Biliriz Noel Baba’yı... Her mübarek(!) noelin haftalarca öncesinden bizim memlekete de uğrar. Ne yana baksak oradadır. Küçük esnaftan tutun, büyük alışveriş merkezlerine kadar her yerde görürüz. Bize hediye vermez ama bizim noelimizin de maskotudur kendisi. Bizim noelimiz dediysem kızmayın hemen. İstemesek de memleketimizde kutlanan, o günlere özel konserlerin olduğu, her yanın süslendiği, son demlerinde herkese 5, 4, 3, 2, 1 diye saydırtılan bir zaman dilimidir... Ulaşılmamış gençlerin, sınırsız içeceği, canlı müzikle kutladığı o mübarek(!) gecede bir kenara iliştirilmiştir illa ki Noel Baba. Neredeyse her televizyon kanalının bir köşesindedir. Biliriz...

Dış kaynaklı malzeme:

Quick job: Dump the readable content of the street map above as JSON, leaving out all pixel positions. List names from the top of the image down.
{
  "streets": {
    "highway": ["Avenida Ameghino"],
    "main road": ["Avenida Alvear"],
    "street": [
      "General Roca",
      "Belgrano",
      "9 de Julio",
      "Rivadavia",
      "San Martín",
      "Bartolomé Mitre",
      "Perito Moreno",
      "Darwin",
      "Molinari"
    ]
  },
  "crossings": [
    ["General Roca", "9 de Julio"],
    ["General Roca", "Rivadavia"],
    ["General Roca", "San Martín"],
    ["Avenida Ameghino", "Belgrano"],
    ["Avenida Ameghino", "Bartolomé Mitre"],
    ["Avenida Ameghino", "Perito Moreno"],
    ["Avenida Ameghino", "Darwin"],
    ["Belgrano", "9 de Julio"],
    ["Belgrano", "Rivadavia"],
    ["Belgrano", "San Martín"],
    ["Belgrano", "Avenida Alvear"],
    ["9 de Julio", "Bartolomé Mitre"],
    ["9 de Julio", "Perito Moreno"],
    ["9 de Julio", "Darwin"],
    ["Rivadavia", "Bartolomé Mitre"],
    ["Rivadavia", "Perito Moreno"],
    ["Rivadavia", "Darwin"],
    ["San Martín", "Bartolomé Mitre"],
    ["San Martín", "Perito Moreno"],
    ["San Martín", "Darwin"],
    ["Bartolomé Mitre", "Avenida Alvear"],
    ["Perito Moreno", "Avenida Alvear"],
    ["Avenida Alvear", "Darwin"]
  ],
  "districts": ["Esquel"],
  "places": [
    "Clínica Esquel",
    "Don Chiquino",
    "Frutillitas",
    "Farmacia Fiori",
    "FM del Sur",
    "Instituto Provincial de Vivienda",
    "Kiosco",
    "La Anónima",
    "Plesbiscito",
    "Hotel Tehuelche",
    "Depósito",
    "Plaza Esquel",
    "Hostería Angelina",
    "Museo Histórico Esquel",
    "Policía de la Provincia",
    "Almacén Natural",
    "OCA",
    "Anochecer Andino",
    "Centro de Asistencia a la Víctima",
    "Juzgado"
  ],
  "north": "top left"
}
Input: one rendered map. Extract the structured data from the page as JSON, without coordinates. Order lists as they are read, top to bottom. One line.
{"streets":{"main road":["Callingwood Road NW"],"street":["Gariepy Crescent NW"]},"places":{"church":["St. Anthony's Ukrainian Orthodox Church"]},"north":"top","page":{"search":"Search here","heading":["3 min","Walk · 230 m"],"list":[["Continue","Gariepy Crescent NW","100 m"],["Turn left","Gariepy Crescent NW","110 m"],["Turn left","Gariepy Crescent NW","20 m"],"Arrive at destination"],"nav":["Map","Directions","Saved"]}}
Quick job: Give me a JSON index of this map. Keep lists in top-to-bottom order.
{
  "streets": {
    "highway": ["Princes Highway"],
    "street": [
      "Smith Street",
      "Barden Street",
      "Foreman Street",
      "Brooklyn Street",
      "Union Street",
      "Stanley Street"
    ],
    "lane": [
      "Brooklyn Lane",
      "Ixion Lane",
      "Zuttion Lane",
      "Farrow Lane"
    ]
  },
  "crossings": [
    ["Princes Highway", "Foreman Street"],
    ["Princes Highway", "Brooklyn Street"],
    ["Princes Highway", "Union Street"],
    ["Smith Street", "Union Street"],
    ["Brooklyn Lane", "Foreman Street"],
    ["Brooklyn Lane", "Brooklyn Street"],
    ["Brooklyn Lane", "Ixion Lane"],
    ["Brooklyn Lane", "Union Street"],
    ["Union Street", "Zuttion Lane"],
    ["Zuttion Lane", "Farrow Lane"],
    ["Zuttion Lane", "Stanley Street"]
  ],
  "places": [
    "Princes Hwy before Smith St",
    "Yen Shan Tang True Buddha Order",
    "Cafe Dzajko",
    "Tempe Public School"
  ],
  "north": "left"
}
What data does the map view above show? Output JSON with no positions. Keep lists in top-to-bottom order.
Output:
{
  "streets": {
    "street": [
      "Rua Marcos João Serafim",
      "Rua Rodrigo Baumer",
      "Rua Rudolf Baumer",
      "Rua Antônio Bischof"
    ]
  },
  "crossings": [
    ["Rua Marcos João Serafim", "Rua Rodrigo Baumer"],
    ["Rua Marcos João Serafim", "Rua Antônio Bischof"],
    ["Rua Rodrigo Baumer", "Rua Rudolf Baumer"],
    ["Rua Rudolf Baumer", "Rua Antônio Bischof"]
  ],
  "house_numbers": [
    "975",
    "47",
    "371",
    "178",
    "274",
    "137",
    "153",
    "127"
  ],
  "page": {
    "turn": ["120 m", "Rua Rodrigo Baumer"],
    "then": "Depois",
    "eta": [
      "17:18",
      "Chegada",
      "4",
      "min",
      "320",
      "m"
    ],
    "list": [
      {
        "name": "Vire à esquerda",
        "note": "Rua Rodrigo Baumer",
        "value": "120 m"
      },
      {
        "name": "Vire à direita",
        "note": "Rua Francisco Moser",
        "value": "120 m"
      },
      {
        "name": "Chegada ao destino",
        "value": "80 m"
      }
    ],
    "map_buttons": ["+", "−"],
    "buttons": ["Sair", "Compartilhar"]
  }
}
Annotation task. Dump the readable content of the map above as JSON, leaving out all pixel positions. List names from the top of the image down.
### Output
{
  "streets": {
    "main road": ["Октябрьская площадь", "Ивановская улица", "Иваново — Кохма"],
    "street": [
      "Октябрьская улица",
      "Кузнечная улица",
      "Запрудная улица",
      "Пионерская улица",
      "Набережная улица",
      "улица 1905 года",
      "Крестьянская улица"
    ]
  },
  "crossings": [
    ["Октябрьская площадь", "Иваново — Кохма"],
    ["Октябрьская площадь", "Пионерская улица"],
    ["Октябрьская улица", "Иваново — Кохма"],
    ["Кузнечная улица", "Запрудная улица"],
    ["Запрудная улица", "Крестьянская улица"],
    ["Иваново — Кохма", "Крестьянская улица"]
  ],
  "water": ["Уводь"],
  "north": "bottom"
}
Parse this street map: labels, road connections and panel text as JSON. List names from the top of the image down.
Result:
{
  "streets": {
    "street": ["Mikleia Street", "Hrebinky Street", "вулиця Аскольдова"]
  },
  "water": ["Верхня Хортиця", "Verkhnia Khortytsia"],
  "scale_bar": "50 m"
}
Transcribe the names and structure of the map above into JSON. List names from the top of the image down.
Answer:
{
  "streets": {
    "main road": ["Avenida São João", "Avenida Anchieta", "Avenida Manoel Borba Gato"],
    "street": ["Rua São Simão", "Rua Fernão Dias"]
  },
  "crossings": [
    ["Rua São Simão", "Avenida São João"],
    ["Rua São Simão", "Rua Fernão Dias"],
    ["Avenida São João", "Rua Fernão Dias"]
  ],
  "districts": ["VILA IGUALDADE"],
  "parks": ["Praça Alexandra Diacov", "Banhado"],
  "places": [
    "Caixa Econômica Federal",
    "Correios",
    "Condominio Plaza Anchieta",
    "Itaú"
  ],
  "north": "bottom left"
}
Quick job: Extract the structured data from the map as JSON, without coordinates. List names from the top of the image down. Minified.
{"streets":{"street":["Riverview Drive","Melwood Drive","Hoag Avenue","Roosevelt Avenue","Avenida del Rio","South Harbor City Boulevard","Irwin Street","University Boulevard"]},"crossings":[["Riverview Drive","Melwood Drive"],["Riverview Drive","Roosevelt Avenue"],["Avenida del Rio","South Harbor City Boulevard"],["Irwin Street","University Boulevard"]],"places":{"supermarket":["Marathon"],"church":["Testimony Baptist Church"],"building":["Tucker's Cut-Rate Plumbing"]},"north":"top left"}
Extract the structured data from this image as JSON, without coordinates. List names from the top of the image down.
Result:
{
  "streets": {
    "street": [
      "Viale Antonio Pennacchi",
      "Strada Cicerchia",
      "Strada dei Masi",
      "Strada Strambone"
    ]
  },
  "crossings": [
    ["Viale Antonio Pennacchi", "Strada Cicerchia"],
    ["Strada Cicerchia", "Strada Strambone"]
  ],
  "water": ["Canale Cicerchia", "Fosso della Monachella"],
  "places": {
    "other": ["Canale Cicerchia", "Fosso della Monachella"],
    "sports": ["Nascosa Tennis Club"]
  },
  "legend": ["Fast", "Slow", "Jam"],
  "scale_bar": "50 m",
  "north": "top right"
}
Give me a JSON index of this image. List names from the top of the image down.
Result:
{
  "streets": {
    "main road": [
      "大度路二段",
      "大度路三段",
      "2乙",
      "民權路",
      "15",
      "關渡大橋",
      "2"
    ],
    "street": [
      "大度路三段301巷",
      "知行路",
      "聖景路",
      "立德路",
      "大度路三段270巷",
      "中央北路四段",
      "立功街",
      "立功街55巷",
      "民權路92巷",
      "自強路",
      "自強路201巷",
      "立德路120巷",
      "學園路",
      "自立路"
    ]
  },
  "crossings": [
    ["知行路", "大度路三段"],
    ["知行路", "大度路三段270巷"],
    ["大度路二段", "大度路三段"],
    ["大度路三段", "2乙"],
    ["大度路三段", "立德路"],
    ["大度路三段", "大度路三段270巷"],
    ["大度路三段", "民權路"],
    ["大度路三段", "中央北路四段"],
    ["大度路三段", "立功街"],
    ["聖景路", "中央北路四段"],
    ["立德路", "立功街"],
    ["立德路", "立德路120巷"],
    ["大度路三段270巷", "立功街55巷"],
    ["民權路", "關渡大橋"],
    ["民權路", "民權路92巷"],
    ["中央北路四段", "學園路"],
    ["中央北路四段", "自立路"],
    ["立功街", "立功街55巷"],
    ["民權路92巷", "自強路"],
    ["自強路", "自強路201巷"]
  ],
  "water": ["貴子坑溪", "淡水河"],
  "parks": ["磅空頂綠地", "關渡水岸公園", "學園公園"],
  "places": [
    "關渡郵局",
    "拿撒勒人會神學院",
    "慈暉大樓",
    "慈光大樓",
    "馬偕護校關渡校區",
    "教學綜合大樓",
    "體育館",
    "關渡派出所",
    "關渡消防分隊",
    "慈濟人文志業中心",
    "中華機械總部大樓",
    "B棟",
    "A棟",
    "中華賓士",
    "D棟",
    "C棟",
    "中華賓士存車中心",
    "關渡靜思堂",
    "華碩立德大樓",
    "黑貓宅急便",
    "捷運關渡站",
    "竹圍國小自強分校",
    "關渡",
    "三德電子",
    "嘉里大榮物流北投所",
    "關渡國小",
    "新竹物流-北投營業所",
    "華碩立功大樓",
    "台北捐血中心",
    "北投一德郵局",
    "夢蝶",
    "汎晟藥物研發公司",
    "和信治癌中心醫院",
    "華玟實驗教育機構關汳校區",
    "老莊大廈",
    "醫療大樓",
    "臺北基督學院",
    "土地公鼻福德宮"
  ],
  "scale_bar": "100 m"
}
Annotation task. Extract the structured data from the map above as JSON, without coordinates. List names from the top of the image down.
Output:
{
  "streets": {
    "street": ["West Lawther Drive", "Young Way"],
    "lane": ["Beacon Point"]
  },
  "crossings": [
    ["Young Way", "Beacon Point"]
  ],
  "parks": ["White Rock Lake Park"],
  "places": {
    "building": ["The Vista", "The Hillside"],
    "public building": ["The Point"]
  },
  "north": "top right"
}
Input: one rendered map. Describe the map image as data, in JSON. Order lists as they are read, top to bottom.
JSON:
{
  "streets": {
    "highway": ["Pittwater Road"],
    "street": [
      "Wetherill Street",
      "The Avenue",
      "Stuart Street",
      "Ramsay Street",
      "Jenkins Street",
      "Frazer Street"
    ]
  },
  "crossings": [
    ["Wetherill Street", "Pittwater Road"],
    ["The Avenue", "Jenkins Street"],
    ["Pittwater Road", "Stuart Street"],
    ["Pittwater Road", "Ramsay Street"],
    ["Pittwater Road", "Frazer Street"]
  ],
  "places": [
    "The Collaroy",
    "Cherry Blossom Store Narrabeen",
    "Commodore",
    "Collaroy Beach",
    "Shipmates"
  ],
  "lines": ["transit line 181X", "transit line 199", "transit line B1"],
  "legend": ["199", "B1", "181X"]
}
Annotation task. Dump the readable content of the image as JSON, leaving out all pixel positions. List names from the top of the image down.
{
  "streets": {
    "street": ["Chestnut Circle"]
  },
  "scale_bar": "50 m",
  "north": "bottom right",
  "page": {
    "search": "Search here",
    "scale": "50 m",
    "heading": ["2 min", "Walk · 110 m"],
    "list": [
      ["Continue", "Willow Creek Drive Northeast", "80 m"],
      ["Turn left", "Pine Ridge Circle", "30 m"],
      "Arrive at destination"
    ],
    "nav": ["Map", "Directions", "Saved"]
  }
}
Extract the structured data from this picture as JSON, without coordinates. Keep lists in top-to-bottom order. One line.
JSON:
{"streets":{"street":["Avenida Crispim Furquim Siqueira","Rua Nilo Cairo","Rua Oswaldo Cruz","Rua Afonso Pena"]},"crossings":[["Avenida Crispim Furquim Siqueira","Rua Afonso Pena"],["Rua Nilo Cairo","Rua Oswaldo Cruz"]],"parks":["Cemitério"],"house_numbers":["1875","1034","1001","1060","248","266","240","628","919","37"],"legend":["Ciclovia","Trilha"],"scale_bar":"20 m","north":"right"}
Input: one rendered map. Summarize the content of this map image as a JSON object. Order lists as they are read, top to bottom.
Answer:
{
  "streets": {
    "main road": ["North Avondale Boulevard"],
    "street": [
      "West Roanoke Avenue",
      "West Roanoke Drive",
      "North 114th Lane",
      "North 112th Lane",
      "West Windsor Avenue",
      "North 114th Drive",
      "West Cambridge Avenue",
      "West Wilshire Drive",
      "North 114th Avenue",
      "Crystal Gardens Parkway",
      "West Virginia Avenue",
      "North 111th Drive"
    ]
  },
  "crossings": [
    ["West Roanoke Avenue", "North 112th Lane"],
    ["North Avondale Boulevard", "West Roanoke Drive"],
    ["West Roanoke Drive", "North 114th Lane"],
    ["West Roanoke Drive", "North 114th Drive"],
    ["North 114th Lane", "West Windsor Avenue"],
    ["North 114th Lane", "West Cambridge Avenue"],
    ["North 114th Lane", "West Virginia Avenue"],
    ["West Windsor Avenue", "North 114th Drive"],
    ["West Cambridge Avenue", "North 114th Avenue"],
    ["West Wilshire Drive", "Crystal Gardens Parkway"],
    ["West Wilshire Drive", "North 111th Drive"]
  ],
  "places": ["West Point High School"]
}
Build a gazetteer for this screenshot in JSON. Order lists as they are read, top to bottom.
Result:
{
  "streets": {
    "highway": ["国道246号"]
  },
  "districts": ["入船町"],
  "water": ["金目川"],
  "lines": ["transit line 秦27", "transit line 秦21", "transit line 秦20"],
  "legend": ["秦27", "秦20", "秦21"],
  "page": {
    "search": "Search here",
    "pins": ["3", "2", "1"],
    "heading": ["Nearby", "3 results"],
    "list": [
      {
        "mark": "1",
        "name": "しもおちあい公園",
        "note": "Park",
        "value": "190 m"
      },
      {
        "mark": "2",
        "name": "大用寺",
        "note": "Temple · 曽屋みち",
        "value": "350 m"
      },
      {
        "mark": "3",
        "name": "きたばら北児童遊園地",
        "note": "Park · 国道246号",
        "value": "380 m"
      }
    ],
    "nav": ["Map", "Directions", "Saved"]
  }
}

Bilirler Noel Baba’yı. Dünyanın en büyük katedralinin bulunduğu, Fildişi Sahili’nin zengin-fakir fertleri de bilirler. Anlatmıştır illa ki birileri. Önce hasta edilip sonra tedavi edilme vaadiyle hristiyanlaştırılan beldeler de bilirler bir şekilde. Önce aç bırakılıp sonra yardım edilme vaadiyle hristiyanlaştırılan beldeler de... Dili, dini, kültürü, varı, yoğu sömürülen memleketlere de adı ulaşmıştır Noel Baba’nın... (Ya kendisi?)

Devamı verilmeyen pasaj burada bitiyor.